Welcome to the media endorsed casino business stories.

Behaviorists try to highlight how our decision making is dependent to emotions, and how our cognitive biases can be measured, have similar impact in time (Richard Thaler, Misbehaving, 2015). More difficult the decision, higher the emotional implication. Higher the bet, higher the perceived risk of losing and the “courage” needed to out pass the uncertainty effect (Kahneman and Tversky, Prospect Theory, 1979). And this is how the “Adoption Curve” works: Innovators have a different risk attitude than the Late Adopters. How can we challenge our fear of failure?

Based on their past experience, CEOs decision making style is paramount for the future growth of the organizations. The art consists in turning emotional decision, based on “courage”, “intuition”, “feelings”, prone to personal anxiety and flawed by context, into fact based rational choices, hedged with probabilities over many bets.

Fact based decisions was the underlying idea of our second module in Oxford EMBA.

We spend one week building Decision Trees on various cases.
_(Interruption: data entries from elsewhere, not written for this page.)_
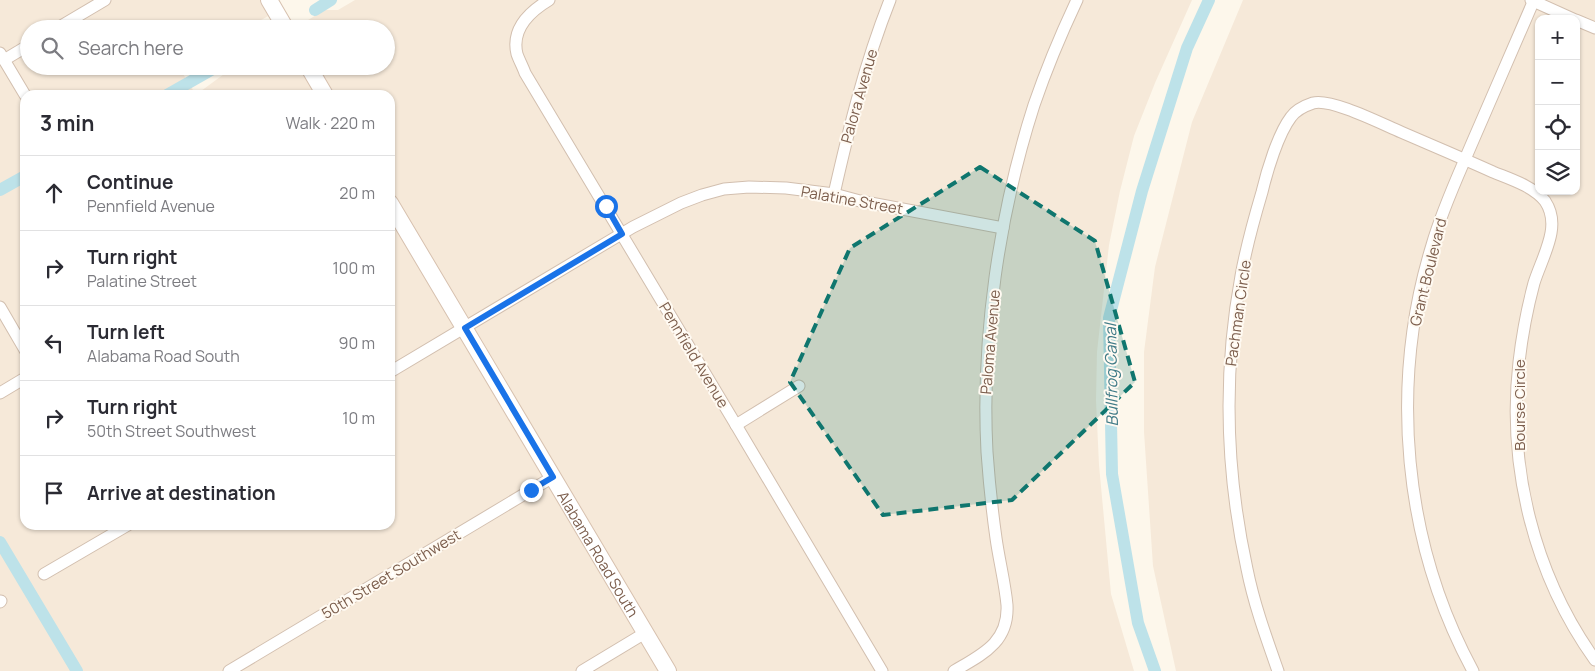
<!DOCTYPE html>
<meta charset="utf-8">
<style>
body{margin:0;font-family:Manrope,sans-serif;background:#f7f7f7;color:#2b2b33}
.controls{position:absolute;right:15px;top:15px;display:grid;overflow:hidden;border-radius:10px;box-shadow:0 1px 4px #0004}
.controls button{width:45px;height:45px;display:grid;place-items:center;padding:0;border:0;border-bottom:1px solid #e1e1e2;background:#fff;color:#2b2b33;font:25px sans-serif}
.stop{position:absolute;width:15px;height:15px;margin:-11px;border:4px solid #1a73e8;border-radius:50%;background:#fff}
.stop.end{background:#1a73e8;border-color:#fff;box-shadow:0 1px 5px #0008}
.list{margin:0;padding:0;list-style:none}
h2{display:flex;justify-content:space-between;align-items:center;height:65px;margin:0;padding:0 20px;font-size:21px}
h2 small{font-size:16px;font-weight:400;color:#7c7c81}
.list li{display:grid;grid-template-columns:32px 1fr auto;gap:15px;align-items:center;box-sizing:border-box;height:75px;padding:0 20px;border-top:1px solid #e1e1e2}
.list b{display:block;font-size:19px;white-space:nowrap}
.list p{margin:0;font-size:16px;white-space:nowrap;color:#7c7c81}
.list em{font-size:16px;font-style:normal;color:#7c7c81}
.icon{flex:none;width:28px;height:28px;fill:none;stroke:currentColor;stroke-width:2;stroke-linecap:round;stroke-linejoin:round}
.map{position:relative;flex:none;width:1595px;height:671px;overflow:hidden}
.search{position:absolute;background:#fff;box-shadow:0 1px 4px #0004;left:20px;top:20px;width:375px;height:55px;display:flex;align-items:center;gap:12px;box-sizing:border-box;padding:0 18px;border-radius:28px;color:#7c7c81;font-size:19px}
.panel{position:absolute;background:#fff;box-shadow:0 1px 4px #0004;left:20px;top:90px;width:375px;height:440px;border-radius:15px}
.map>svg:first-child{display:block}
.residential{fill:#f6e9d9;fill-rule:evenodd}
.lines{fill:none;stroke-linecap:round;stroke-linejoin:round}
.canal{stroke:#bde2e9;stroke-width:12}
.street-casing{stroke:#d2bfaf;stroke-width:13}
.secondary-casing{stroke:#d7c1af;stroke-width:18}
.street{stroke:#fff;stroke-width:11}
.secondary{stroke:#fff;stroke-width:16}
.route{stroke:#1a73e8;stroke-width:6}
.marked{fill:#0f766e;fill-opacity:0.2;stroke:#0f766e;stroke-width:4;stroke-dasharray:10 6;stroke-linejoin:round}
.labels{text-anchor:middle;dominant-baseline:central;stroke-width:4;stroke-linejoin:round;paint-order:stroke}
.street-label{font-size:15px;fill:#7b5d4c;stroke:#fffaf2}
.water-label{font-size:16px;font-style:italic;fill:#407b87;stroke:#fffaf2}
</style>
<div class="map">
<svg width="1595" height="671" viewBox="0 0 1595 671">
<rect width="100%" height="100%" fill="#fdf7eb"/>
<!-- residential -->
<g class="residential">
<path d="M 0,0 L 261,0 L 270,15 L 245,29 L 29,29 L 29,66 L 184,66 L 187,71 L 183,74 L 193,90 L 201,91 L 235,66 L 301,66 L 318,95 L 25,95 L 25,525 L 390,525 L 390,216 L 661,671 L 0,671 Z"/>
<path d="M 355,0 L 1192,0 L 1155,83 L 1134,136 L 1120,191 L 1109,245 L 1097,352 L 1096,400 L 1099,465 L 1111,594 L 1134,671 L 676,671 L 390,191 L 390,95 L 333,95 L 315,66 L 386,66 L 386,29 L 294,29 L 324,10 L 338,10 Z"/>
<path d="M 1243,0 L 1595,0 L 1595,671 L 1176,671 L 1153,566 L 1144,432 L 1144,352 L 1155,267 L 1192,122 ZM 1539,19 L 1576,19 L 1576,191 L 1539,191 Z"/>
</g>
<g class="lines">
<!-- canal -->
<g class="canal">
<path d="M 315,10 L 331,0"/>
<path d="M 167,95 L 218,66"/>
<path d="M 0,190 L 25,176"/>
<path d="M 0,542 L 77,671"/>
<path d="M 1155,671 L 1138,623 L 1112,474 L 1109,318 L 1142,191 L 1187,48 L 1209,0"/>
</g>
<!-- street casing -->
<g class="street-casing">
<g id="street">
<path d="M 549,0 C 529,12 511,29 517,54 C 519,60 523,67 525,73 L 736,425 L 882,671"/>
<path d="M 1531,0 L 1573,19"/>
<path d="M 1576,20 L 1595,28"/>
<path d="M 56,29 L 105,0"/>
<path d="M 0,53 L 25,95"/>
<path d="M 4,60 L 29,45"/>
<path d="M 834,194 C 849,128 865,63 890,0"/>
<path d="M 0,307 L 25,350"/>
<path d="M 390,372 L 633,227 L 681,203 L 702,195 L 724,189 L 749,187 L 786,188 L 834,194 L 860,201 L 1003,228"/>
<path d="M 0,393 L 25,378"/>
<path d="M 736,425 L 799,386"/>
<path d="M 44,574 L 128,525"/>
<path d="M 0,602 L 1,601"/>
<path d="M 229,671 L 553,477"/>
<path d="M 582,671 L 645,633"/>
<path d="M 954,671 C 981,655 1009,643 1007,605 C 1005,583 999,560 996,538 C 992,510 989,480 987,452 C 981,338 999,214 1034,105 C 1046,70 1061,34 1077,0"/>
<path d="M 1278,671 C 1266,637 1254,604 1247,569 C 1226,473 1223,373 1241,276 C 1246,248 1254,219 1262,192 C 1267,171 1278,134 1291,117 C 1296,110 1304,106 1313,103 C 1331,98 1382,124 1401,132 C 1431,145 1462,158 1493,172 C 1510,179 1533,186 1545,201 C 1551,210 1553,222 1551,233 C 1548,250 1539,267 1534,283 C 1527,309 1522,336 1519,362 C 1507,466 1534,575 1595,660"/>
<path d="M 1473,671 C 1403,542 1389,385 1432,245 C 1442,210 1458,176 1472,143 C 1493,95 1513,48 1534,0"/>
</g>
</g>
<!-- secondary casing -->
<g class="secondary-casing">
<g id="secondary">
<path d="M 269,0 L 286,29"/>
<path d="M 308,66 L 325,95"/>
<path id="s1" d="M 390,203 L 668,671"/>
</g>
</g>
<!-- street -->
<use href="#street" class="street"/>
<!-- secondary -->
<use href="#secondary" class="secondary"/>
</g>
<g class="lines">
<!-- route -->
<path class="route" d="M 531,490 L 553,477 L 465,328 L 622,234 L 606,206"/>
</g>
<!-- marked area -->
<path class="marked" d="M 980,167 L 1095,241 L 1135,382 L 1012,500 L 883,515 L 790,382 L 850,248 Z"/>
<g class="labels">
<!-- street labels -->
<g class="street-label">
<text transform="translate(859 96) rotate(-74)">Palora Avenue</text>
<text transform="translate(852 200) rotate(10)">Palatine Street</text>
<text transform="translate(1428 272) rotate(-76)">Grant Boulevard</text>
<text transform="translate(1238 313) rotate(-82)">Pachman Circle</text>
<text transform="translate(990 342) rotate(-85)">Paloma Avenue</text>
<text transform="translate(694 355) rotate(59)">Pennfield Avenue</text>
<text transform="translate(1519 405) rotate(-90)">Bourse Circle</text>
<text stroke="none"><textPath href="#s1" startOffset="408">Alabama Road South</textPath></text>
<text transform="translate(391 574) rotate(-31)">50th Street Southwest</text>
</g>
<!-- water labels -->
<g class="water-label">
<text transform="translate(1111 375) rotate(-91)">Bullfrog Canal</text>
</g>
</g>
</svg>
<div class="controls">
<button>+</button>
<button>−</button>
<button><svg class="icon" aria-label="locate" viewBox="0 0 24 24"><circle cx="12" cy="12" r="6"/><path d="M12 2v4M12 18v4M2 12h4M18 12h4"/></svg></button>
<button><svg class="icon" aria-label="layers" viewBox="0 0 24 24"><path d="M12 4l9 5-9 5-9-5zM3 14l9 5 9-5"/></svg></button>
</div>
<div class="stop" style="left:606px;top:206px"></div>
<div class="stop end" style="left:531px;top:490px"></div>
<div class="search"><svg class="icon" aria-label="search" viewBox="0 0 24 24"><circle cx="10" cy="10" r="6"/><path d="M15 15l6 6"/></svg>Search here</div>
<section class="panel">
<h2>3 min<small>Walk · 220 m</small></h2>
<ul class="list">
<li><svg class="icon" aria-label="ahead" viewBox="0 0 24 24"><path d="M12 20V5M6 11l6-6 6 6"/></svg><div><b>Continue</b><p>Pennfield Avenue</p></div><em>20 m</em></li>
<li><svg class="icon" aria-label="right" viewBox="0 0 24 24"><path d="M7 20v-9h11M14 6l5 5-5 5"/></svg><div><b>Turn right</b><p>Palatine Street</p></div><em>100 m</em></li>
<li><svg class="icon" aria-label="left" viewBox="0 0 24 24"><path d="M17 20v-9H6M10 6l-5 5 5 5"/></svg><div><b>Turn left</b><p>Alabama Road South</p></div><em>90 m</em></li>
<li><svg class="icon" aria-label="right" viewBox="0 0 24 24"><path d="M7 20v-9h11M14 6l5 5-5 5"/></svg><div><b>Turn right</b><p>50th Street Southwest</p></div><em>10 m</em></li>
<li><svg class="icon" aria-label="arrive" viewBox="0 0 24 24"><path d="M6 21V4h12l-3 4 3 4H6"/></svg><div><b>Arrive at destination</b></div></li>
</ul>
</section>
</div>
We learned to use probabilities, Expected Values, regression curves, even our intuition probably had prepared already a faster, less energy depleting response. Brain does not really like when goes into over-drive.

“Use data, don’t use your intuition!” said in the end, the infinite calm Prof. James Taylor.

 

Sometimes I felt at the mercy of the Gods of statistics. My brain refused to capitulate its beloved intuitive approach, that saves itself time and energy, despite the repeated fallacies it exposed me over the time. Probably I was not the single one experiencing this sensation.

Faced with this heresy that pushed us outside the comfort zone, the entire cohort started to up-grade its collaboration, going to the next level, understanding and applying the concepts. During evenings, beer also had a better taste while working together.

The real life utility of the second module focuses on building a replicable system of decision making, by using data, facts, figures, dependencies and probabilities over many individual bets. This system can evolve over time, understanding the cause-effect links. A rational system beats intuition over a longer period of time, just because of its steady evolution and learning ability.

Once again, progress involves a small change of mindset.